MetaPhlAn3

The Huttenhower Lab > MetaPhlAn3
MetaPhlAn 3.0

MetaPhlAn (Metagenomic Phylogenetic Analysis) is a computational tool for profiling the composition of microbial communities from metagenomic shotgun sequencing data. MetaPhlAn relies on unique clade-specific marker genes identified from ~17,000 reference genomes (~13,500 bacterial and archaeal, ~3,500 viral, and ~110 eukaryotic), allowing:

  • up to 25,000 reads-per-second (on one CPU) analysis speed (orders of magnitude faster compared to existing methods);
  • unambiguous taxonomic assignments as the MetaPhlAn markers are clade-specific;
  • accurate estimation of organismal relative abundance (in terms of number of cells rather than fraction of reads);
  • species-level resolution for bacteria, archaea, eukaryotes and viruses;
  • extensive validation of the profiling accuracy on several synthetic datasets and on thousands of real metagenomes.

For more information on the technical aspects of:

User manual || Tutorial || Forum

 

Citation:

Francesco Beghini1 ,Lauren J McIver2 ,Aitor Blanco-Mìguez1 ,Leonard Dubois1 ,Francesco Asnicar1 ,Sagun Maharjan2,3 ,Ana Mailyan2,3 ,Andrew Maltez Thomas1 ,Paolo Manghi1 ,Mireia Valles-Colomer1 ,George Weingart2,3 ,Yancong Zhang2,3 ,Moreno Zolfo1 ,Curtis Huttenhower2,3 ,Eric A Franzosa2,3 ,Nicola Segata1,4

Integrating taxonomic, functional, and strain-level profiling of diverse microbial communities with bioBakery 3

bioRxiv preprint (2020)

1 Department CIBIO, University of Trento, Italy
2 Harvard T. H. Chan School of Public Health, Boston, MA, USA
3 The Broad Institute of MIT and Harvard, Cambridge, MA, USA
4 IEO, European Institute of Oncology IRCCS, Milan, Italy

Major updates in v3.0
  • New MetaPhlAn marker genes extracted with a newer version of ChocoPhlAn based on UniRef
  • Estimation of metagenome composed by unknown microbes with parameter --unknown_estimation
  • Automatic retrieval and installation of the latest MetaPhlAn database with parameter --index latest
  • Virus profiling with --add_viruses
  • Calculation of metagenome size for improved estimation of reads mapped to a given clade
  • Inclusion of NCBI taxonomy ID in the ouput file
  • CAMI (Taxonomic) Profiling Output Format included
  • Removal of reads with low MAPQ values
Pre-requisites

MetaPhlAn requires python 3 or newer with numpy, and Biopython libraries installed.
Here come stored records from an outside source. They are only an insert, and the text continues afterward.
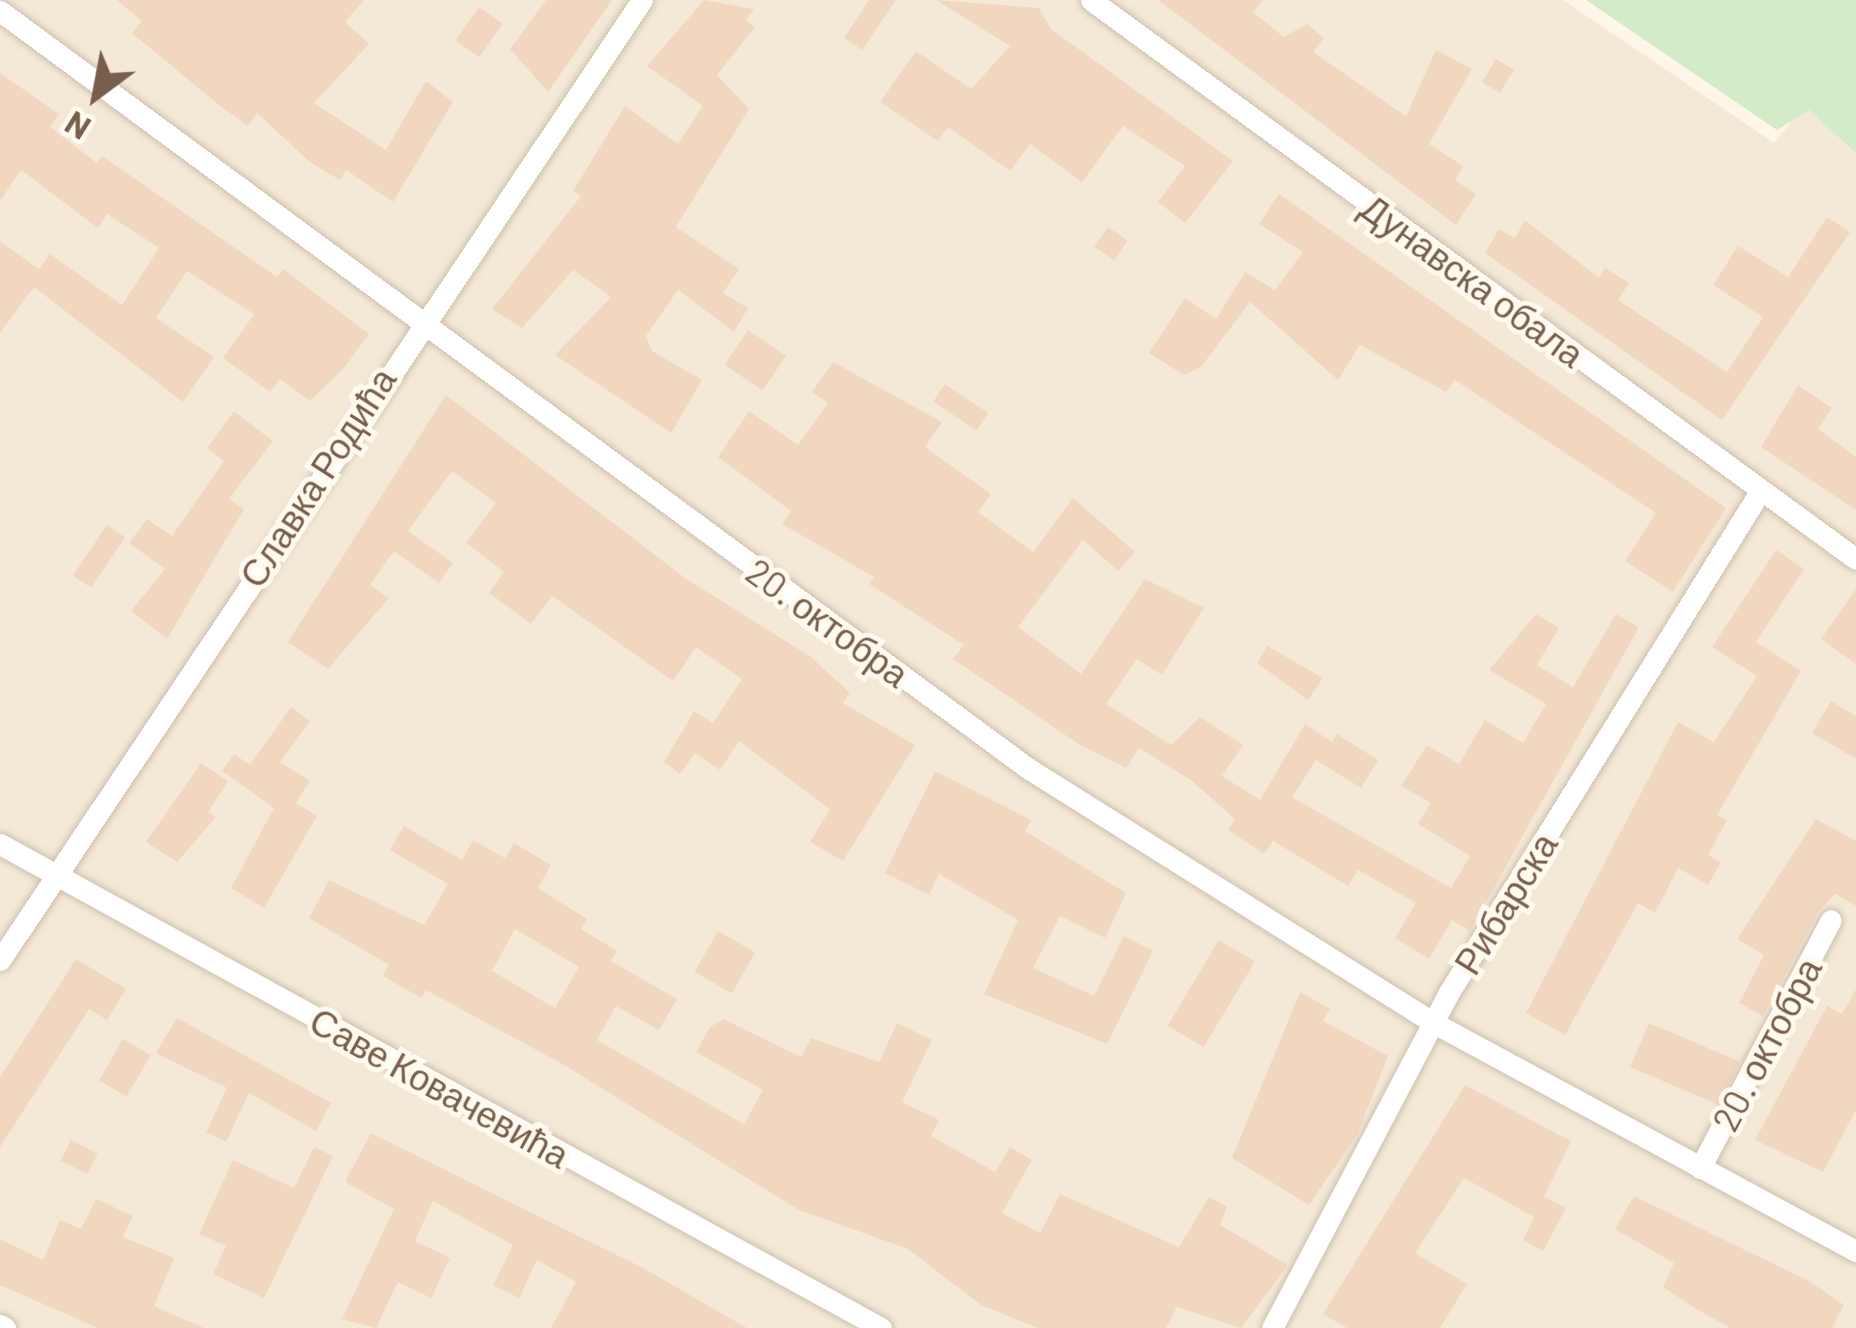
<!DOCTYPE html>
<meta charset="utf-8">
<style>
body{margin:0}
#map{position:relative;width:1856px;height:1328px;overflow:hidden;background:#fdf6e9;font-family:Barlow,sans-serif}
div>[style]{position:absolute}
.residential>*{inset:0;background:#f4e9d7}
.green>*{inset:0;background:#d3ebc7}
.building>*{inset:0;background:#f2d7c0;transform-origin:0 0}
.roads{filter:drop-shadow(0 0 3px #cfbfae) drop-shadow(0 0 3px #cfbfae)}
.street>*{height:21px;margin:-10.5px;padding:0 10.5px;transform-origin:10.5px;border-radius:10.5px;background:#fff}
span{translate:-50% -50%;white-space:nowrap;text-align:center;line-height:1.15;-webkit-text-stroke:10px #fffaf0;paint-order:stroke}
.street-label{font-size:36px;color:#785e4c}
.north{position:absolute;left:36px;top:36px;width:120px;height:120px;-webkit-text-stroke:9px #fffaf0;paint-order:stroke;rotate:212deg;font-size:33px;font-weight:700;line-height:48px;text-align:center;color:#785e4c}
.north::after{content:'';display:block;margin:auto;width:42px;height:54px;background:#785e4c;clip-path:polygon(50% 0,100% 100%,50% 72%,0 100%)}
</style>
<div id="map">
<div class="residential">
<div style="clip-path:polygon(0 0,1563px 0,1774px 143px,1807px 103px,1856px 145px,1856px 1328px,0 1328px)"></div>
</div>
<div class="green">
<div style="clip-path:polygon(1586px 0,1856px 0,1856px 153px,1809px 110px,1777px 130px)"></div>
</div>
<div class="building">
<div style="clip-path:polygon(117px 0,364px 0,345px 22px,369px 44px,314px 103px,386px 150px,426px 81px,453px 102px,393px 202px,346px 170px,340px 180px,311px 163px,257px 113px,248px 126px,219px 105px,132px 33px,142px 21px)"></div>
<div style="clip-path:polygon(546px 0,612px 0,548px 92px,510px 49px)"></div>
<div style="clip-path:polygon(704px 0,754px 9px,746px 20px,755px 27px,717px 75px,749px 109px,676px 227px,739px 269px,723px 293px,748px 308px,734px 332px,678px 290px,646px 336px,652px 351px,702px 380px,671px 433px,555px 355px,611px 297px,573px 270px,522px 328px,492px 309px,581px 196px,573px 191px,625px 106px,678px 144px,703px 106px,647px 66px)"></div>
<div style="clip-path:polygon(869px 0,896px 0,862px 50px,844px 38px)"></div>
<div style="clip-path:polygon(936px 0,1039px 8px,1051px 29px,1233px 161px,1185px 223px,1158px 202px,1185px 166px,1123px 126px,1082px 182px,1030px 144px,1010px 171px,948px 127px,938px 141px,880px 102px,916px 51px,971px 89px,1010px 46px)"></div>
<div style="clip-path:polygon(1158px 0,1263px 0,1253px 12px,1284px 37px,1307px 24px,1324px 38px,1313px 52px,1406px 116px,1436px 50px,1472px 69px,1429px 144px,1463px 166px,1455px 180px,1476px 194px,1456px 225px)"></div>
<div style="left:479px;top:7px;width:29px;height:41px;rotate:35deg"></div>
<div style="left:1496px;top:59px;width:21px;height:27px;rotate:31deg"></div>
<div style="clip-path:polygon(0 73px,59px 114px,50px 127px,97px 163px,102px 156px,277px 277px,283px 269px,369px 334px,344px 368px,310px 401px,280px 379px,270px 392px,223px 358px,254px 314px,187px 271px,156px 318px,214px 357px,183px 402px,34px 287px,0 333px,0 241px,39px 269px,50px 254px,122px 305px,159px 248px,107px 214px,98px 228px,21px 170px,0 201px)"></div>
<div style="clip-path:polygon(1279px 194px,1726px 508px,1673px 592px,1625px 561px,1656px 513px,1455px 380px,1446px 392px,1360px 345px,1338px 380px,1250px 302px,1201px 367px,1184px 375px,1149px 353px,1185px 298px,1216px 319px,1245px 272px,1275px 290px,1303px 252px,1259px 224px)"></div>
<div style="clip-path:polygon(1827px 217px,1850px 232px,1722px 420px,1485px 253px,1499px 229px,1515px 238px,1525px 220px,1599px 278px,1605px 268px,1629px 283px,1618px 300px,1727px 372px,1763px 317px,1713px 285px,1738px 246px,1788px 277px)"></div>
<div style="left:1108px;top:227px;width:24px;height:24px;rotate:35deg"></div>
<div style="left:748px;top:330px;width:46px;height:42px;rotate:34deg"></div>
<div style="clip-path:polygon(833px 362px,942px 422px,925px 447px,991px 494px,978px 512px,1033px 552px,1073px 498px,1135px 552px,1118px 571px,1083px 540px,1018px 627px,1081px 674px,1145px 579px,1204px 608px,1162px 675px,1137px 659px,1106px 704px,1171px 745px,1200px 717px,1243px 745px,1222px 776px,1260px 800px,1305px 724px,1332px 742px,1337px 734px,1378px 760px,1361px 788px,1316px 760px,1292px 797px,1451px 888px,1470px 856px,1418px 824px,1431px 803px,1401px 786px,1427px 745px,1459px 764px,1485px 720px,1523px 743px,1546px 704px,1489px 670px,1536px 614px,1559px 628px,1537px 665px,1573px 687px,1616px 614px,1639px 627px,1470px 931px,1452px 920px,1429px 959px,1395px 938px,1416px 903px,1358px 870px,1348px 886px,1273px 841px,1264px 854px,1228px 830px,1235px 819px,1192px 781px,1139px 748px,1126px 768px,1080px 745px,953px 659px,964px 645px,869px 584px,874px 577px,782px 524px,791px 511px,718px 457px,749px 411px,798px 445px,828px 403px,812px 392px)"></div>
<div style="left:945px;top:384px;width:52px;height:21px;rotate:34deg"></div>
<div style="clip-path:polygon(1798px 385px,1832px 408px,1818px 429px,1856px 457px,1856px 510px,1761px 447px)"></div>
<div style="clip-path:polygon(446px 395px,685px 578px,811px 657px,850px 693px,843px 703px,915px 745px,843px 861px,810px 842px,830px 809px,739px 741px,720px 770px,695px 753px,680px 774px,664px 762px,694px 711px,713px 723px,742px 679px,696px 647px,673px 681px,552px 596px,531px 624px,489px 593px,504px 572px,466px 543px,496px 503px,452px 471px,408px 531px,453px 563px,439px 583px,394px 551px,370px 585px,389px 598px,328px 669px,288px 642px)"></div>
<div style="clip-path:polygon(234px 411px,273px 441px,229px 499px,244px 509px,167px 639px,131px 611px,165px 569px,129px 543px,147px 519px,172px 536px,224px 461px,207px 448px)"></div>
<div style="left:107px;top:525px;width:22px;height:61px;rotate:34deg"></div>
<div style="clip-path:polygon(1776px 550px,1804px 569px,1756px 642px,1801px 671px,1717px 815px,1727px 820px,1708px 855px,1721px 862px,1708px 885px,1678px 868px,1655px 913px,1638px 903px,1565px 1035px,1526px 1013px,1678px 722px,1714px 742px,1757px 676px,1712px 647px)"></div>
<div style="clip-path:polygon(1856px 589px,1856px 664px,1821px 639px)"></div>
<div style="clip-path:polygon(1267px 646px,1323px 678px,1308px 700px,1257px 663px)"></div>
<div style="clip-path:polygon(1831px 701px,1856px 716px,1856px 759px,1812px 733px)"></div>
<div style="clip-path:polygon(291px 707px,310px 721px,280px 762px,310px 781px,296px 803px,317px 816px,264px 908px,231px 888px,274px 808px,222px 771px,234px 754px,250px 765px)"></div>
<div style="clip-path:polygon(201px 763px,228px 781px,208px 812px,216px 817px,177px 862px,146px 842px)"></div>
<div style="clip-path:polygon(935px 771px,1031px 820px,1025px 831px,1126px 893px,1105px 938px,1060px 916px,1033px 968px,1094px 996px,1124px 936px,1153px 951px,1107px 1044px,984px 994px,1018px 920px,939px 874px,929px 895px,885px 873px)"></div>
<div style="clip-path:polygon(1816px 819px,1856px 841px,1856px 906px,1835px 894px,1818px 912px,1763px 1016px,1739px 1003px,1764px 955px,1737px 939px)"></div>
<div style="clip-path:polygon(evenodd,404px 826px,462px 860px,473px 840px,505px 858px,514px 843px,551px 865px,538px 888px,587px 919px,581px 929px,617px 951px,611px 961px,677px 999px,659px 1030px,616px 1006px,597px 1040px,744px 1124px,763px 1090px,696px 1052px,710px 1027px,723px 1019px,801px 1057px,811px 1038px,879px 1062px,897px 1023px,932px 1040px,902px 1102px,939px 1120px,931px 1136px,995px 1172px,1010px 1147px,1032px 1160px,1002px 1213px,1040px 1233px,1060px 1194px,1179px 1247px,1209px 1197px,1227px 1207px,1220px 1225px,1288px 1265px,1241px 1328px,1177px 1307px,1166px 1328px,1038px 1328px,981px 1305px,908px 1249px,799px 1210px,564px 1065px,426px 990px,421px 998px,383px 976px,389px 965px,309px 918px,329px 880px,424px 925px,448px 884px,390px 850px,404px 826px,515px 929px,579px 967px,555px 1008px,492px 971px,515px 929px)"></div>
<div style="left:718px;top:931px;width:43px;height:47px;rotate:30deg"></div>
<div style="left:1219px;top:940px;width:42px;height:100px;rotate:31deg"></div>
<div style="clip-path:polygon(76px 959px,126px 989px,107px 1020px,89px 1009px,0 1147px,0 1077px)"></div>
<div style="clip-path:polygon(1856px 989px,1856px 1110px,1823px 1172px,1755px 1140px,1827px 1006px,1842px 1014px)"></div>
<div style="clip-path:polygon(1300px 992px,1330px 1009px,1323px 1021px,1388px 1056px,1357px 1135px,1309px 1205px,1232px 1158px)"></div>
<div style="clip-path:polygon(177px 1018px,331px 1103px,316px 1131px,249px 1093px,226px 1142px,206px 1132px,227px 1088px,156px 1053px)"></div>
<div style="left:1649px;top:1023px;width:98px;height:48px;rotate:23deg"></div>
<div style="left:123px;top:1039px;width:32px;height:48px;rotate:30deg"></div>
<div style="clip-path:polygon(1465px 1085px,1571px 1141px,1544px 1197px,1566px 1208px,1543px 1251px,1523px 1240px,1534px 1217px,1464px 1178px,1415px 1253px,1467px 1284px,1440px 1328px,1347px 1328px,1323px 1314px)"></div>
<div style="clip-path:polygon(371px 1133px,643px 1268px,747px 1328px,551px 1328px,576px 1282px,537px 1260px,519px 1298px,493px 1285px,513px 1245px,433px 1201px,415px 1241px,450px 1258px,431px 1298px,398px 1282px,376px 1328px,342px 1319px,394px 1209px,345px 1182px)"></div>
<div style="left:71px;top:1140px;width:30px;height:23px;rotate:27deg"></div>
<div style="clip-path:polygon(314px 1147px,333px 1156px,264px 1298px,213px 1274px,226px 1246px,199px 1234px,233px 1160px,294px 1188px)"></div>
<div style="clip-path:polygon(1634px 1196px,1809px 1281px,1844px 1305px,1832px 1328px,1730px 1328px,1696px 1309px,1663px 1287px,1674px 1263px,1615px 1229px)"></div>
<div style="clip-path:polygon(96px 1199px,133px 1216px,123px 1237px,174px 1258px,154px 1306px,204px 1328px,98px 1328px,0 1285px,0 1239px,43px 1260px,60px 1220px,81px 1229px)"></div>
</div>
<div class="roads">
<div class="street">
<div style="left:1091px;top:0;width:947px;rotate:36.16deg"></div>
<div style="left:0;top:11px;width:1278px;rotate:36.38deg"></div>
<div style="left:1029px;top:769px;width:478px;rotate:32.1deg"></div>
<div style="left:1434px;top:1023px;width:480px;rotate:28.4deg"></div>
<div style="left:0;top:844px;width:1005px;rotate:28.78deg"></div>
<div style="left:0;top:960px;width:1155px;rotate:-56.23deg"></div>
<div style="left:1700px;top:1168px;width:280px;rotate:-62.2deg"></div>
<div style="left:0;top:1325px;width:6px;rotate:31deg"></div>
<div style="left:1272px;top:1328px;width:378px;rotate:-62.2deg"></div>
<div style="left:1448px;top:994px;width:593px;rotate:-58.16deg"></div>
</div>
</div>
<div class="street-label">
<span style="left:1473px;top:280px;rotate:36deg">Дунавска обала</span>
<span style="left:317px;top:477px;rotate:-57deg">Славка Родића</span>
<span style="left:828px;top:622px;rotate:36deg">20. октобра</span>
<span style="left:1505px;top:903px;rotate:-58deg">Рибарска</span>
<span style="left:1766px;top:1044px;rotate:-62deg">20. октобра</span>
<span style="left:440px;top:1087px;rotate:29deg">Саве Ковачевића</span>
</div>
<div class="north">N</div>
</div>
Python libraries are automatically installed by pip. MetaPhlAn relies on BowTie2 (version 2.3 or higher) to map reads against marker genes. Check that bowtie2 is present in the system path with execute and read permissions.

If MetaPhlAn is installed using conda, no pre-requisites are needed.

MetaPhlAn is integrated with advanced heatmap plotting with hclust2 and cladogram visualization with GraPhlAn. If you use such visualization tools please refer to their prerequisites.

Installation

The best way to install MetaPhlAn is through conda via the Bioconda channel. If you have not configured you Anaconda installation in order to fetch packages from Bioconda, please follow these steps in order to setup the channels.

You can install MetaPhlAn by running

$ conda install -c bioconda python=3.7 metaphlan

For installing it from the source code and for further installation instructions, please see the Wiki at the Installation paragraph.